If(conditional1, result1, condition2, result2, ..., conditionalN, resultN, else-result)

The first argument is the condition statement that should answer the Yes/No question (i.e., the condition can only be true or false). The first and second function arguments go in pairs; these are the condition-result statements used to define what condition is set and what result should occur if the condition is true. For example, the If([Project Budget] > 1,000,000, "VIP") formula states that if the project budget exceeds $1,000,000, its type should be changed to VIP.

One If function may contain an unlimited number of condition-result pairs: all the conditions will be verified one by one until one of them is found to be true.

The final argument is the else-component. It defines what statement should be executed if none of the specified conditions are true. For example, the If([Client’s Country] = "USA", 10, 50) function used in the "Delivery Cost" column states that the delivery cost for domestic (USA) customers is $10, while for all other cases, a $50 fee is applied.

The else-statement is optional; if you omit this component, then the else-result will be null. In the If([Company Name] = "ABC Inc.", true) function used for a "Black List" column, a condition may be set to blacklist all leads coming from the ABC Inc. company, while in all other cases, lead records are not affected.

When creating condition statements, make sure that the result- and else-statements produce the same type of data and that the result correlates with the column type.


This type of function is very similar to the If function but is used to check conditions against multiple cases. Using multiple conditions in the If function requires repeating the same value several times.

For example:

If([Client’s Country] = "USA", 10, [Client’s Country] = "Canada", 20, [Client’s Country] = "Ukraine", 30)

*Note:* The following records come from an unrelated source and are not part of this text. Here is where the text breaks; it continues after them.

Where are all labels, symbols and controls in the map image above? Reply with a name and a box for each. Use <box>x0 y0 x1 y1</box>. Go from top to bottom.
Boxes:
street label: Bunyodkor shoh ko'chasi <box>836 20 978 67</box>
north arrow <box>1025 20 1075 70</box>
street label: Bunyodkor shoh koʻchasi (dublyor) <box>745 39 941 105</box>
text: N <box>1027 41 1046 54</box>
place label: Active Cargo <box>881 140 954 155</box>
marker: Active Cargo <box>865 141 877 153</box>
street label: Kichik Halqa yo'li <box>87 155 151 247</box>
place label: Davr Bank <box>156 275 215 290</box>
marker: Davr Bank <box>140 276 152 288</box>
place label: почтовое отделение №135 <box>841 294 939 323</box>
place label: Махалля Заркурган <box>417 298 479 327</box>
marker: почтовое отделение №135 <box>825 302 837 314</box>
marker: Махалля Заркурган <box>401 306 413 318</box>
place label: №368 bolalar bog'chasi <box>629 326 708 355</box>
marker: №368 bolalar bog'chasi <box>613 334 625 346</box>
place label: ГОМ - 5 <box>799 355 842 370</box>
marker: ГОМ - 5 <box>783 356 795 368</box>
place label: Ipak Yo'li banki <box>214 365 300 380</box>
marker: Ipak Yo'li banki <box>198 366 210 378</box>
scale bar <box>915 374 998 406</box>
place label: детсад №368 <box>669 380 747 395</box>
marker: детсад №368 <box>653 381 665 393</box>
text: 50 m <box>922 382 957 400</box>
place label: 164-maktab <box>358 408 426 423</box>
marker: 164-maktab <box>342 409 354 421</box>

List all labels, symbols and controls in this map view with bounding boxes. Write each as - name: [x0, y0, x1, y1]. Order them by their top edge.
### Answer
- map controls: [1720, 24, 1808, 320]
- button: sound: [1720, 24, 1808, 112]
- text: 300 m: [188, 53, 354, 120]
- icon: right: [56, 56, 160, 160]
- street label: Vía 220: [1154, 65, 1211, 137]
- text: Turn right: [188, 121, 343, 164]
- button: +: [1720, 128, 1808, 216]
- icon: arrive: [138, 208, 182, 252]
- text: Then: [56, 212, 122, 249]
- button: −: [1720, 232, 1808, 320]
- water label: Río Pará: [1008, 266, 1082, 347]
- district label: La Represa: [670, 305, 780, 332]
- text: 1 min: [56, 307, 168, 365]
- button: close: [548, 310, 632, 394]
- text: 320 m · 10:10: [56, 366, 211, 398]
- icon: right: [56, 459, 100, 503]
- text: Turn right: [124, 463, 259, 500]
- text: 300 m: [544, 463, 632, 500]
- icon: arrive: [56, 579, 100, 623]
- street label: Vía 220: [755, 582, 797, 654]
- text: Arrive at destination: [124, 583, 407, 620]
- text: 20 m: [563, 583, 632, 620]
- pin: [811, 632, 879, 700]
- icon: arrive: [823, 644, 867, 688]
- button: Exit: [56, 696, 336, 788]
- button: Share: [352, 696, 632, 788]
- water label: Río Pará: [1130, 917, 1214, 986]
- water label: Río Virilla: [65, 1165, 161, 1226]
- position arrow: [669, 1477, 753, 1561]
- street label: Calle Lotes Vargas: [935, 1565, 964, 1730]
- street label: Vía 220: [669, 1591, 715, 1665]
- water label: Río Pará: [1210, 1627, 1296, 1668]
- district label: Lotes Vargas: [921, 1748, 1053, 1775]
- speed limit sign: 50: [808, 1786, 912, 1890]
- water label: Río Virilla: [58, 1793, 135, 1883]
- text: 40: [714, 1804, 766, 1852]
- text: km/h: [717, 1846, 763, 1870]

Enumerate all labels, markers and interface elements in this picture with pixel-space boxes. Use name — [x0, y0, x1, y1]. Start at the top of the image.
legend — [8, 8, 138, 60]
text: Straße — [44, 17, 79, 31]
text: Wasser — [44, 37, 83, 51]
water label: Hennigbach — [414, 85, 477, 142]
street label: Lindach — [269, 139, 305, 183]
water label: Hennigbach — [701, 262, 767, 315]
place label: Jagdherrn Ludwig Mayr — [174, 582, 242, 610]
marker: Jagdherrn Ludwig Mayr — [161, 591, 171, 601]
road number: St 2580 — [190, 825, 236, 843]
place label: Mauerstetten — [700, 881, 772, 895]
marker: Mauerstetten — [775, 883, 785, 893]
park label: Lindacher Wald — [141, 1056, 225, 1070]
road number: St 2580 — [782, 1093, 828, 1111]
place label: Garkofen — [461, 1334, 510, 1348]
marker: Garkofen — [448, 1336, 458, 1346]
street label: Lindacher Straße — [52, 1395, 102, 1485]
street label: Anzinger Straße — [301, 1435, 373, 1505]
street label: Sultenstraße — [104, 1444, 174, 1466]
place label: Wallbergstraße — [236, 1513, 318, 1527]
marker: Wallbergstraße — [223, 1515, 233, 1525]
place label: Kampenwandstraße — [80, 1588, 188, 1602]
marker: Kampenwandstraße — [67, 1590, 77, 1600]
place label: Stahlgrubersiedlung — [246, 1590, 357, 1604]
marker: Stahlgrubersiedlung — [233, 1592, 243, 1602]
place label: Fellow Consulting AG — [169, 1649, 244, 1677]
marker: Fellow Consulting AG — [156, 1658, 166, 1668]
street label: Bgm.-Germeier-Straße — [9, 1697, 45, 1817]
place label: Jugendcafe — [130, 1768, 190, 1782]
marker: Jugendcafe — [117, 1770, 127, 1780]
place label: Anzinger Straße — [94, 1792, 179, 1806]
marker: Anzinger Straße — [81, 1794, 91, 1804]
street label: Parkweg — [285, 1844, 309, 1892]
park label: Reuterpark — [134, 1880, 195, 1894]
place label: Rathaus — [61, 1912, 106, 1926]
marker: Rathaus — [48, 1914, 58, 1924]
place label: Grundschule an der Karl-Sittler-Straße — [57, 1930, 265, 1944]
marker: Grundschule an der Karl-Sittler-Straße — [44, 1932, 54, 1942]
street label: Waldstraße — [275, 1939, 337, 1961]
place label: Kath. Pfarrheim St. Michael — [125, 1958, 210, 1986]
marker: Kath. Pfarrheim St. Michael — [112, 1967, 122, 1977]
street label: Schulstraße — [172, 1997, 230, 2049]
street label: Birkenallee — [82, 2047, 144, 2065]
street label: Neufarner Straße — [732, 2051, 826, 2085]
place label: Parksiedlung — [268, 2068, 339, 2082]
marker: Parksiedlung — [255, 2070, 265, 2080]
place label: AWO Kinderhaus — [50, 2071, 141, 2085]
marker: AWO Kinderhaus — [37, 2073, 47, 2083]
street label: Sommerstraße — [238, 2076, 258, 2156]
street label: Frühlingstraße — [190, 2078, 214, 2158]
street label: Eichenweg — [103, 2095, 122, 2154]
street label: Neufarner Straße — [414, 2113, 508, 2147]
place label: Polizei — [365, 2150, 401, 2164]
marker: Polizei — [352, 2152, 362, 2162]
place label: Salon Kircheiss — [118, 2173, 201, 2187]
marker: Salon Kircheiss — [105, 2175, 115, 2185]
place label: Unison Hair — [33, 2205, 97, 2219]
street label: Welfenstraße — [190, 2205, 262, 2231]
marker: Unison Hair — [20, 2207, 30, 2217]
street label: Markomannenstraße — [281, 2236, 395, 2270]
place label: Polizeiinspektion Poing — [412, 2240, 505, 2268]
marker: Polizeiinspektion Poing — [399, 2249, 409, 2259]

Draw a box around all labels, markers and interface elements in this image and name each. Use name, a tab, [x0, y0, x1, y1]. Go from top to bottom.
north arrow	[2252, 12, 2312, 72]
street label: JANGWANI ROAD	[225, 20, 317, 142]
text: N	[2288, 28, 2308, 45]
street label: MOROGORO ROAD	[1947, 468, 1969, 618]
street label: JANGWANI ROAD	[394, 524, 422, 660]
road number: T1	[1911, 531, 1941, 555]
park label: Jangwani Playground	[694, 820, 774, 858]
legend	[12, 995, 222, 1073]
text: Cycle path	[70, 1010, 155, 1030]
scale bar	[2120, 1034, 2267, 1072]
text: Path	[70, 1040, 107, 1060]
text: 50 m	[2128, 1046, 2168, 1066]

To avoid this repetition, you can use the Case function, which has the following form:

Case(expression, value1, result1, value2, result2, ..., valueN, resultN, else-result)

Here, you state the condition (the first part of it) only once and then enter the condition-verified value and the result. Again, the number of condition value-result pairs is unlimited. During the calculation process, the system checks whether the first conditional part equals any of the defined verified values and produces a corresponding result.

The example above can be written in the following form:

Case([Client’s Country], "USA", 10, "Canada", 20, "Ukraine", 30, 100)

This means that if the client’s country is USA, the rate is 10; if it’s Canada, the rate is 20; if it’s Ukraine, the rate is 30; for all other countries, the rate is 100.